In Dr. Vanderhooft’s experience, Candida antigen injections benefit some patients. After injection of 0.3 mL of Candida antigen into 1 or 2 warts at monthly intervals, researchers in one study observed complete clearance in 87% of patients after an average of 3.5 treatments, while 7% demonstrated no improvement after an average of 3.75 treatments (Pediatr. Dermatol. 2008; 25: 189-92).

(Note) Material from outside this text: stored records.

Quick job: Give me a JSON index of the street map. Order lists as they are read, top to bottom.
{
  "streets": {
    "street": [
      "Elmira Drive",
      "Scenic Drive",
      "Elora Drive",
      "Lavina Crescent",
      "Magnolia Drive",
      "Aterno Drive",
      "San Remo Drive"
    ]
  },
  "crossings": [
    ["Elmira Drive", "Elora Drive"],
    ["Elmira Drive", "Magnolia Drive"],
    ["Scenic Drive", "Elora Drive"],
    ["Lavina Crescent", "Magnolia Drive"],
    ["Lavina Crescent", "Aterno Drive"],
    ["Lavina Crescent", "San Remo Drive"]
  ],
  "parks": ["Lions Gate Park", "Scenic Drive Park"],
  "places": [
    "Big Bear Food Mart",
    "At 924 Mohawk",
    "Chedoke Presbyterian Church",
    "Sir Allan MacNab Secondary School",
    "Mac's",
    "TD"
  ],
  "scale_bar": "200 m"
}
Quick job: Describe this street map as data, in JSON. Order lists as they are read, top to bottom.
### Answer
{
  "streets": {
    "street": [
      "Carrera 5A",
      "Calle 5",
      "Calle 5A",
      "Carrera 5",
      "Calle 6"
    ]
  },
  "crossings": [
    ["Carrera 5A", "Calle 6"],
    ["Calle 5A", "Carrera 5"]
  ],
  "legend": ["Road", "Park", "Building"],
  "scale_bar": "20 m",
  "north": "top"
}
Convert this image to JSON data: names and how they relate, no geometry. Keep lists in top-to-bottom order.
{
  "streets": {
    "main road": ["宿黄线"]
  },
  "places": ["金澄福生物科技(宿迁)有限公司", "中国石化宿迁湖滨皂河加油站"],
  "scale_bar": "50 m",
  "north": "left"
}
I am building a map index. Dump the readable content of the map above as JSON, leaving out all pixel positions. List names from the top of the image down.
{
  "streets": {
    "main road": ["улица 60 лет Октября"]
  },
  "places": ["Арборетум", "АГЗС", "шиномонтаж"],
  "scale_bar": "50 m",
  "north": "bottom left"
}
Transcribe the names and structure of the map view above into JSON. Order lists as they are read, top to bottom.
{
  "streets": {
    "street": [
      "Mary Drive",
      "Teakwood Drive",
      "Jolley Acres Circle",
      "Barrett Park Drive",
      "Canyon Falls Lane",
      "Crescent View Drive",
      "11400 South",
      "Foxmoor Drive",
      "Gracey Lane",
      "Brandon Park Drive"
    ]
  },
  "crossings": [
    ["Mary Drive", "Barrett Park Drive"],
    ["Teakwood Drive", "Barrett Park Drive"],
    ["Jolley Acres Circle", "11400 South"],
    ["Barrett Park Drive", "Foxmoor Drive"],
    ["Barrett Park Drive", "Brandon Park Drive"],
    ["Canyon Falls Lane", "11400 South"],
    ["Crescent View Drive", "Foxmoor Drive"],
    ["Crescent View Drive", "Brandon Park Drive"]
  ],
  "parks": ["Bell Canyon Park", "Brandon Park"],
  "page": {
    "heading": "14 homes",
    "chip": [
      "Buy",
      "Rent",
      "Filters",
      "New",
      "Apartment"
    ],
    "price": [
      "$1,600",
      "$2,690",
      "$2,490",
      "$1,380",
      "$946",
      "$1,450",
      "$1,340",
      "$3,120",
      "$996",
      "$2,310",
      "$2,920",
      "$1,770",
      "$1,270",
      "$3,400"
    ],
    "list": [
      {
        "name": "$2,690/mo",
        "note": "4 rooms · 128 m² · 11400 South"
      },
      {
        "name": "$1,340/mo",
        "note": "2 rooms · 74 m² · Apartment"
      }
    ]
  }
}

Zinc supplementation is another option, she said. In a randomized trial, researchers who evaluated oral zinc supplementation versus placebo for two months found complete clearance in 20 out of 23 patients in the treatment group (87%), compared with none of the 20 patients in the placebo group (Br. J. Dermatol; 2002; 146[3]:423-31). All patients in the zinc group reported nausea. “That’s what has limited zinc therapy in my patient population,” Dr. Vanderhooft said.

In a more recent study, researchers conducted a placebo-controlled study of zinc sulfate 10 mg/kg per day up to 600 mg per day for up to two months (J. Am. Acad. Dermatol. 2009; 60[4]:706-8). Complete clearance of all warts was achieved in 78% of patients in the treatment group, compared with 13% in the placebo group. No recurrence of warts was observed at the six-month follow-up.

Topical 5-FU for warts has also been evaluated. One study of once or twice daily application of 5-FU under occlusion for 6 weeks demonstrated improvement in 88% of patients, including 13% with complete clearance (Br. J. Dermatol; 2011; 165[2]:233-46). No blood levels of the drug were detected. “It’s thought to be safe and well-tolerated, but over-the-counter salicylic acid has better efficacy and is quite a bit cheaper,” Dr. Vanderhooft said.

Another strategy for recalcitrant warts involves administration of squaric acid dibutyl ester. In a recent retrospective chart review conducted over a 10.5-year period, researchers evaluated 72 children with recalcitrant warts who had failed therapy with multiple agents and were followed for a period of 6 months to 11 years (Pediatr. Dermatol. 2015; 32:85-90). The protocol involved sensitizing the children to 2% squaric acid dibutyl ester (SADBE). The treatment then started two weeks later, with 0.4% SADBE applied 3 times per week initially, with an extra day added per week as tolerated to reach daily use if possible. The researchers found that 40 of the 48 (83%) patients in whom treatment outcomes could be obtained reported complete resolution of their warts. Seventy percent of patients used a maximum concentration of 0.4% SADBE and 60% of patients reported no adverse effects. The average time to reduction in size of warts was 2.6 months after sensitization, and treatment continued for a mean of 8 months.

Dr. Vanderhooft reported having no financial disclosures.